Stored data entries:
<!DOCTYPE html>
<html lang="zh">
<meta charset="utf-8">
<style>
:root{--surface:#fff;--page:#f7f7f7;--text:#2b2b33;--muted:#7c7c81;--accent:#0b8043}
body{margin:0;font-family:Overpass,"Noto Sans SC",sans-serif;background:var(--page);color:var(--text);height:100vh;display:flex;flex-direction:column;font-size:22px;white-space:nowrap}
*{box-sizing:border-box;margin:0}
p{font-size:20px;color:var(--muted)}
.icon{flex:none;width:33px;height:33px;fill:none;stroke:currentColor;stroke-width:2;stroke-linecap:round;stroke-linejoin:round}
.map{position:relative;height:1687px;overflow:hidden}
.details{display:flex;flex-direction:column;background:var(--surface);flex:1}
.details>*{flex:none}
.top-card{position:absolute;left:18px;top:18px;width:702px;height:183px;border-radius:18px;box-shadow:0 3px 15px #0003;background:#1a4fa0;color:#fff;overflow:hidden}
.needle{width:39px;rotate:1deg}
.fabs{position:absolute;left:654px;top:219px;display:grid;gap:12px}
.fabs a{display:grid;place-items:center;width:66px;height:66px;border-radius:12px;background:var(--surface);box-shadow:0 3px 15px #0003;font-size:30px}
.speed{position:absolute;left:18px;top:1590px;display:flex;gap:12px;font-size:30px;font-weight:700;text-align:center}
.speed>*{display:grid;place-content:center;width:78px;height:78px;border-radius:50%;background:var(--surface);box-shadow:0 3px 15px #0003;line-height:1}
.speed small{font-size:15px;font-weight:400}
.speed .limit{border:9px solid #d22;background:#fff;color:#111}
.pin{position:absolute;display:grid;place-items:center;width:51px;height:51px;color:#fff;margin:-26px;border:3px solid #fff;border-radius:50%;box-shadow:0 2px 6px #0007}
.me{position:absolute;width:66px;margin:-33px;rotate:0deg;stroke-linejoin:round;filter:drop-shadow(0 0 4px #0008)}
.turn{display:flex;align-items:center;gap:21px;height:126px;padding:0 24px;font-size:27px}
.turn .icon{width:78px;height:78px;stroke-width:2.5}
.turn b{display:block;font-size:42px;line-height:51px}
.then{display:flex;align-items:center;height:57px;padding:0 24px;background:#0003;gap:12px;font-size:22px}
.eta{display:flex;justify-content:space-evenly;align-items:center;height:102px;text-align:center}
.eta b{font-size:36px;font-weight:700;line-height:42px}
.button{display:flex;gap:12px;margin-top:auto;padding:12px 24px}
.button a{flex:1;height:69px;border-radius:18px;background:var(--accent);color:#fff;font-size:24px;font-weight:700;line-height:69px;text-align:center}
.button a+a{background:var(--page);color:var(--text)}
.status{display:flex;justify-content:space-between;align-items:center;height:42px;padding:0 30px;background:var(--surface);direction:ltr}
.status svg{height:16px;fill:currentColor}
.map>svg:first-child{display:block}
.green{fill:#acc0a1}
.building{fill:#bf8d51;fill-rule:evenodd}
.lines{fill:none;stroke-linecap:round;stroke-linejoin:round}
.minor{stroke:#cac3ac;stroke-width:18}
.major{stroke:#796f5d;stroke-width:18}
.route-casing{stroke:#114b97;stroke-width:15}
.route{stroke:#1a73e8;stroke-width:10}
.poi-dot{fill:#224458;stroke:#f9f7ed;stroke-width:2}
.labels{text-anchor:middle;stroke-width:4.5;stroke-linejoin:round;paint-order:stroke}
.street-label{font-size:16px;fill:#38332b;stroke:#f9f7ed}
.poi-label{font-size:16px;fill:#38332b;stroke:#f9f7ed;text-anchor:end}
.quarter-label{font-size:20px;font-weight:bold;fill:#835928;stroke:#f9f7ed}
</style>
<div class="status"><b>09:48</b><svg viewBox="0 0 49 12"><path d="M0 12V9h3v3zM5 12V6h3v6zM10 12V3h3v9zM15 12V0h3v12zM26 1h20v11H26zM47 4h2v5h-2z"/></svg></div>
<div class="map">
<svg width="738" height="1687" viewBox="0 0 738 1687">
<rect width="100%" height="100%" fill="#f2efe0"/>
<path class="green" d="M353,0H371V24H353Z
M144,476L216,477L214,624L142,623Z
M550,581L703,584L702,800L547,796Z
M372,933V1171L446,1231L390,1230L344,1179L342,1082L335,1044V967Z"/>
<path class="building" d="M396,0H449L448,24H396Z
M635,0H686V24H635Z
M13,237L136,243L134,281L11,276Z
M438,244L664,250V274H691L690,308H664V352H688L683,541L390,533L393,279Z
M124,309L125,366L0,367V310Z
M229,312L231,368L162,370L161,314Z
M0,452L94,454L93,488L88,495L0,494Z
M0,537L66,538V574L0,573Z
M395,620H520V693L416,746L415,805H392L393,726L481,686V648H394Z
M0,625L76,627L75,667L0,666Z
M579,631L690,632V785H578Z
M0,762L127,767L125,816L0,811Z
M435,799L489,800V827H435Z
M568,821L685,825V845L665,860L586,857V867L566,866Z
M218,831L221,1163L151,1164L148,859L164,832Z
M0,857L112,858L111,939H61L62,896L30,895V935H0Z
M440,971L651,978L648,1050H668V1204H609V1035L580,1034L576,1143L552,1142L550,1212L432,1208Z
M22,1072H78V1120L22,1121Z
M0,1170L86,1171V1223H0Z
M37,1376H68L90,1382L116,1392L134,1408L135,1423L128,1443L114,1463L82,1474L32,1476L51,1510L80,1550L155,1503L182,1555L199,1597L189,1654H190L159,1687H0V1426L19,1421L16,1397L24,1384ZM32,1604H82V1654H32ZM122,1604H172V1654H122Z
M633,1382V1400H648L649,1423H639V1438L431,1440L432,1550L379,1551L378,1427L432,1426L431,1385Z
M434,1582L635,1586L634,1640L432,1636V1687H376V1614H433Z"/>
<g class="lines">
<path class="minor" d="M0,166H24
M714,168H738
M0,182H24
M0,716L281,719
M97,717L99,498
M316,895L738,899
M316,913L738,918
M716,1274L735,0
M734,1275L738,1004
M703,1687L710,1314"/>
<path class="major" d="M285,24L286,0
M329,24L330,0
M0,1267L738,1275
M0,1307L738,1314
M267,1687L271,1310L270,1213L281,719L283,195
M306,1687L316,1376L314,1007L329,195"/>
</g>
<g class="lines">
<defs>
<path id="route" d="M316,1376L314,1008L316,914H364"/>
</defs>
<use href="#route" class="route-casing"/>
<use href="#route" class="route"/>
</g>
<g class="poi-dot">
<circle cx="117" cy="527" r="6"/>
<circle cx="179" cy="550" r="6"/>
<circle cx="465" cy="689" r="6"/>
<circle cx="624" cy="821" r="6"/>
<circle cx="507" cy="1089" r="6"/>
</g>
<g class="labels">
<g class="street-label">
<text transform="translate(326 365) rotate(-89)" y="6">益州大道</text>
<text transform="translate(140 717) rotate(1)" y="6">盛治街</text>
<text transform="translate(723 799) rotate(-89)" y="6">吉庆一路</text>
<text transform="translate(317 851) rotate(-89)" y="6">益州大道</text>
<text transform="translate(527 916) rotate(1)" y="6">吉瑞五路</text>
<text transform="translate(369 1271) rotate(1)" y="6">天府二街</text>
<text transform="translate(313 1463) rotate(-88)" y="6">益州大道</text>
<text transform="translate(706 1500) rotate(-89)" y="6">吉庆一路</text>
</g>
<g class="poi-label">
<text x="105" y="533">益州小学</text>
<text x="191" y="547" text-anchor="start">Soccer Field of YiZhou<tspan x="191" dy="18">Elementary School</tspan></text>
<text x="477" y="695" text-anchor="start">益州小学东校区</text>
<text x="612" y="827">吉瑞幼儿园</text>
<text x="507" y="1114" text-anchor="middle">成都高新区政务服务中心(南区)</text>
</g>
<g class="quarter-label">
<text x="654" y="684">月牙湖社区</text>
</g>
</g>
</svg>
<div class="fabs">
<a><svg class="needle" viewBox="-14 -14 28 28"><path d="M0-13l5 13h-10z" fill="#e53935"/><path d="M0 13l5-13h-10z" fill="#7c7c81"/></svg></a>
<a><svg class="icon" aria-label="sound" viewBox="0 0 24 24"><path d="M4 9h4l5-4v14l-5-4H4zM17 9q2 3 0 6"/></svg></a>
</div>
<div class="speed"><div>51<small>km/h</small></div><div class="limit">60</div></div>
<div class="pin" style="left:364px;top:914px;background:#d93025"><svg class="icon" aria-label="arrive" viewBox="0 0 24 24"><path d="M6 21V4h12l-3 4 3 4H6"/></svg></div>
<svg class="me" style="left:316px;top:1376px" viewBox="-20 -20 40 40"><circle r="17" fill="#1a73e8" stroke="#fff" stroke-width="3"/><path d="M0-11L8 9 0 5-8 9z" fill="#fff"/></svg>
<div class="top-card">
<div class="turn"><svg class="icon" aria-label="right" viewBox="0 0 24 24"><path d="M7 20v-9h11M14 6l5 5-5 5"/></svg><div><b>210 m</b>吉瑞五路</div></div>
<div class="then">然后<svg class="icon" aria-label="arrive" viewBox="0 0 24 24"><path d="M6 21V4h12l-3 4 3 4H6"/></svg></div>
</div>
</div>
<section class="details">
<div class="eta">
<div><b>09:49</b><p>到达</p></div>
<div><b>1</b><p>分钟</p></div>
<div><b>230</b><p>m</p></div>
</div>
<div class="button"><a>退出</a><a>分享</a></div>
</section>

TASK DIRECTIONS:
Each line that holds the string "none" is to be copied from the entries above.

PROBLEM SOLUTION:
.icon{flex:none;width:33px;height:33px;fill:none;stroke:currentColor;stroke-width:2;stroke-linecap:round;stroke-linejoin:round}
.details>*{flex:none}
.lines{fill:none;stroke-linecap:round;stroke-linejoin:round}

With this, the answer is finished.